Temperament Variability Among Socio-Demographic and Clinical Subgroups of Children with Autism Spectrum Disorder in the Study to Explore Early Development

Poster Presentation
Saturday, May 4, 2019: 11:30 AM-1:30 PM
Room: 710 (Palais des congres de Montreal)
B. Barger1, E. Moody2, S. Rosenberg3 and L. Wiggins4, (1)Georgia State University, Atlanta, GA, (2)University of Colorado, Denver, Aurora, CO, (3)University of Colorado Anschutz Medical Campus, Aurora, CO, (4)Centers for Disease Control and Prevention, Atlanta, GA
Background: The proposed factor structure of the Behavioral Style Questionnaire (BSQ) is not supported in children with autism spectrum disorder (ASD), for whom a 10-factor solution may be best. It is unknown whether socio-demographic and clinical variables are associated with expression of these 10 factors among children with ASD.

Objectives: To compare socio-demographic and clinical subgroups of children with ASD on alternative BSQ temperament factors.

Methods: Data were collected in the Study to Explore Early Development-Phase I (SEED1). SEED1 is a case-control study funded by the Centers for Disease Control and Prevention and conducted at multiple sites throughout the U.S. (catchment areas in CA, CO, GA, MD, NC and PA). Children with ASD were recruited through developmental disability service organizations and were aged 2-5 years at time of enrollment. Clinicians confirmed ASD status with the Autism Diagnostic Observation Schedule and Autism Diagnostic Interview Revised. BSQ data were obtained via caregiver self-administered questionnaire.

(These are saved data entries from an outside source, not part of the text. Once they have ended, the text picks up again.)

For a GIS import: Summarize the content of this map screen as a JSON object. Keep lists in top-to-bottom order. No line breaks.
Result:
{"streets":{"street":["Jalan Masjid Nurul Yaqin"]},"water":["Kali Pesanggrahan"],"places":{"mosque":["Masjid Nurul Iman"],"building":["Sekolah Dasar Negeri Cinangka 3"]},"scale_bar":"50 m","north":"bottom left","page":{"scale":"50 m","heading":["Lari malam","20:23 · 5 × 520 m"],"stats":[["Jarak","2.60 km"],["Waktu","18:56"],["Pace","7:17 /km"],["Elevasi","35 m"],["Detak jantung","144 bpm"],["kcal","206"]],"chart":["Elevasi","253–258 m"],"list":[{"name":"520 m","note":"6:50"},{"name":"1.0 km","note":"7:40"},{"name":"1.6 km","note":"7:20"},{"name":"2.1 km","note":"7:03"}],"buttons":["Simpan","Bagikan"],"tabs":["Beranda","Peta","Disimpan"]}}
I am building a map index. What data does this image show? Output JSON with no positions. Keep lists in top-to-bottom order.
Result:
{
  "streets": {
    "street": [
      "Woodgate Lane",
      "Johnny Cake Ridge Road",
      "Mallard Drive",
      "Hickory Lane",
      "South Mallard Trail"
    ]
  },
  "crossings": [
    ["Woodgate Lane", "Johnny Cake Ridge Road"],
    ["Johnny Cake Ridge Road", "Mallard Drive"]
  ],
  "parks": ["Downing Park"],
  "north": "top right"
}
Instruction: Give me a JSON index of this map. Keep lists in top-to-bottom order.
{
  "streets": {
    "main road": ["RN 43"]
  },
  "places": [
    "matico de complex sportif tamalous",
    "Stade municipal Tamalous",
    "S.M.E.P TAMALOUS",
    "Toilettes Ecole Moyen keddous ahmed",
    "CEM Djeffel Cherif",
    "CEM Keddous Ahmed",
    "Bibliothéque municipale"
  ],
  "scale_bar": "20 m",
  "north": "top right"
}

Revised BSQ (BSQ–R) Bartlett factor scores were developed via exploratory factor analysis (M=0; SD=1): (1) Maladaptivity (e.g., “bothered by changes”), (2) Environmental Sensitivity (e.g., “sensitive to noises”), (3) Quiet Persistence (“practices [to mastery]”), (4) Social Inattention (e.g., “does not acknowledge [when called]”), (5) Social Approach (e.g., “approaches [unknown children]”), (6) Activity (e.g., “[frequently] runs”), (7) Crying, (8) Rhythmicity (e.g., “hungry at dinner”), (9) Food Openness (e.g., “tries new foods”), and (10) Negative Social (e.g., “complains about friends”).

Maladaptivity, Quiet Persistence, Social Approach, Crying, Rhythmicity, Food Openness, and Negative Social were non-parametrically distributed. ANOVA and T-tests compared groups for parametric factors; Friedman ANOVAs and Wilcoxon Rank Sums compared groups for non-parametric factors.

Socio-demographic subgroups were sex (male/female), maternal race (White/Black/Other), maternal ethnicity (Hispanic/non-Hispanic), and maternal education (high school or less /some college or college degree/advanced degree). Clinical subgroups were intellectual disability (ID; no/yes) defined as a Mullen Scales of Early Learning Early Language Composite Score < 70, and nonverbal status (no/yes) measured by the Social Communication Questionnaire.

Results: White mothers reported more problems with Maladaptivity, Social Inattention, and Food Openness in their child with ASD than did Black or Other race mothers; Black mothers reported more problems with Crying than did White or Other race mothers. Hispanic mothers reported more problems with Food Openness than did non-Hispanic mothers. Mothers with HS education reported more problems with Quiet Persistence but fewer problems with Crying than did those with more education. Children with ASD and ID had more problems with Environmental Sensitivity, Quiet Persistence, Rhythmicity, Food Openness, and Activity and fewer problems with Negative Social than those without ID. Non-verbal children with ASD had more problems with Negative Social and fewer problems with Environmental Sensitivity, Quiet Persistence, Social Approach, and Rhythmicity than did verbal children with ASD. All reported differences are significant at p < .05.

Conclusions: Socio-demographic and clinical variables are associated with BSQ-R scores for children with ASD. Future research is needed to better understand these associations and the resultant impact on family functioning.